SEO: Understanding Advanced Search Operators

Let’s face it, the engines control search. They may keep tight-lipped control of their algorithmic secrets, but they also provide their users with tools that SEO practitioners can use to understand how the engines see their sites. These advanced operators offer a peek behind the curtain, enabling the patient SEO to discover and diagnose site issues. We’ll start by running through some of the queries and the engines they work on, and then dive into some real-world diagnosis using these operators.

Practical advanced operators for technical SEO.

Practical advanced operators for technical SEO.

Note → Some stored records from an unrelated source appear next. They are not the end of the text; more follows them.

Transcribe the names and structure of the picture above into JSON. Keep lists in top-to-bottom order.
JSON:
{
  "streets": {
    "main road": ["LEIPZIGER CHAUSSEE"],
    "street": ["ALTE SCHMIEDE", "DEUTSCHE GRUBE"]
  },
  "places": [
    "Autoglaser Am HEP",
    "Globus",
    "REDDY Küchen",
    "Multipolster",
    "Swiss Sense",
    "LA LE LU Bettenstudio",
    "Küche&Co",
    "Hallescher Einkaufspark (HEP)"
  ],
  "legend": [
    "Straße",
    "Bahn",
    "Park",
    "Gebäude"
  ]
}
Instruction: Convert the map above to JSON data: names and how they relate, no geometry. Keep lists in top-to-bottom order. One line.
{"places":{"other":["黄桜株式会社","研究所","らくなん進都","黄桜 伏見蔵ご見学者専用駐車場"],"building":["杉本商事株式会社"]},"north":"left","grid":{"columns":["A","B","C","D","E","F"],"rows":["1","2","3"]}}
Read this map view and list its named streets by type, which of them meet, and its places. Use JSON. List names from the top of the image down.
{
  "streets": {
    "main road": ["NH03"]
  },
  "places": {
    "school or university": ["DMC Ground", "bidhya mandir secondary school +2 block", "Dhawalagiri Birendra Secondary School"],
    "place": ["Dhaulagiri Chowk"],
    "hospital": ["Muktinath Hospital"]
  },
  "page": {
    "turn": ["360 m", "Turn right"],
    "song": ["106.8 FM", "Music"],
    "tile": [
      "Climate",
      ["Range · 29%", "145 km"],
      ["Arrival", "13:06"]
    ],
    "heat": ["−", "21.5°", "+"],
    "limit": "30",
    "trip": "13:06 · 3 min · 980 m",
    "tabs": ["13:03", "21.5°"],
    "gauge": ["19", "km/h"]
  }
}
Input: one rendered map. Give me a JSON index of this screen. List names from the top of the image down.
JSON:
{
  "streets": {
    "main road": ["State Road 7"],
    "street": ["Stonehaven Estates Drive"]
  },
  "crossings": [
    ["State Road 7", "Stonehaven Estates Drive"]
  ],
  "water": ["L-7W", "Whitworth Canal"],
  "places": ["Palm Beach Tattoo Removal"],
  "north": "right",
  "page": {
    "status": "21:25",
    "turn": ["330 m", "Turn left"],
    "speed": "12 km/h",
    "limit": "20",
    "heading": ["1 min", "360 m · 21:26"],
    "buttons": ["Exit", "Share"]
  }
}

These are a tiny fraction of the operators available. I find myself using this handful of operators in different combinations on a daily basis as an SEO practitioner focused on the architectural challenges of a popular ecommerce site. For a rundown on all of Google’s advanced operators, see Google Guide’s exhaustive search operators list.

Applying Search Operators

Like all tools, operators are useless if you don’t know when and how to use them in the real world. Let’s take a look at Practicalecommerce.com itself as our example today. Working from the foundational rule that a page must be indexed before it can be ranked, the central question we’ll be answering with today’s example is, “Are the best URLs indexed on practicalecommerce.com?”

A basic query of [site:practicalecommerce.com] begins to answer that question. Google reports that it has indexed 7,670 pages. That’s a number, but is it a good number? Which pages are indexed? Are they the “right” ones, the ones that will drive conversions to subscription? The ones that have valuable keyword targets? Or, are they pages that have little value to searchers and will result in a bounce back out of the site? Are any of them duplicates?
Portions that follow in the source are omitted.